Which gave me pause. It reawakened some sadness about not having a future of spiritual presence with my family. A little defensiveness that something so dear to my heart is viewed with a little suspicion by somebody so close to my heart. But it also made me wonder why I might work extremely hard trying to set up a program that will never cater to my own family. I want to be giving and paying it forward, but surely there's something I can find where my investment will go towards our own famly as well.

Perhaps not. This isn't me saying "I want to go back to work now!!" by the way.

I want to hear sermons that touch me so deeply I feel like I've had a psychic cleansing. I want to embrace community members. I want to sing together. Close my eyes and be vulnerable together. I want to be somewhere with a shared purpose and value. And I want to share that with my daughter and husband somehow. But we don't always get what we want. So reintroducing the balancing act.

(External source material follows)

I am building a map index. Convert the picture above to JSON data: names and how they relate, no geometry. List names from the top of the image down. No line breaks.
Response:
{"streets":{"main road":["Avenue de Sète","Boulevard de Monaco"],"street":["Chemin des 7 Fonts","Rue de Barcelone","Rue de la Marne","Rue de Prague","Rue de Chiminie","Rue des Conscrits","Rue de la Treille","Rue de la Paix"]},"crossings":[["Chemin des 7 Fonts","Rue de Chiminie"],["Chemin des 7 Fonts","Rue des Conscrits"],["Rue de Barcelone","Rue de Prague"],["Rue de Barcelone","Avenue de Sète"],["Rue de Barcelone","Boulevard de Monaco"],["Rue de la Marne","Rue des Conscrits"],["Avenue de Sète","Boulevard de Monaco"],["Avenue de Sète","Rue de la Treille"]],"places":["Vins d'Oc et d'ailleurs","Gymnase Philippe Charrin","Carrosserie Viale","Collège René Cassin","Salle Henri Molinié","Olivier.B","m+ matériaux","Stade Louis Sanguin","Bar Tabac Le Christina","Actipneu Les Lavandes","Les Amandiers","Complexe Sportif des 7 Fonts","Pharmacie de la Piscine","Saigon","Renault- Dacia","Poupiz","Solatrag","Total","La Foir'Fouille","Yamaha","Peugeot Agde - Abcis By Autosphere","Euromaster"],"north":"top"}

I guess ultimately this probably just means status quo. I won't push any major changes at MV and I'll let the glacial pace of vestry affairs slowly let me off the hook in terms of commitments. I'll go when I go and Andrew and Chaya will continue to have their time as always. He'll offer sometimes to drop by a church party or whatever and I'll be grateful but reserved and maybe put him off and maybe not. I'll go to Bellingham with my dad. I'll remain open and eager to go to Jewish services if Andrew ever wants to. I'll try gently to introduce some of my family traditions to Chaya and continue discussing mindfullnes, compassion, and whatever else with her. I'll tell her people believe many things and then I'll tell her what I believe.  And I'll feel unsure what else beyond that. I'll be unsatisfied. But the human condition is dissatisfaction. I'll sit. I'll pray. And it will make me feel better physically as well as psychologically and spiritually.

Oh or I'll go ahead and honor my commitments and find a cute couple of kids at Sunday school and they can be my church family like how people have work spouses. The possibilities!

And maybe if I'm lucky I'll have a flash of Halloween inspiration, because the time is coming, man!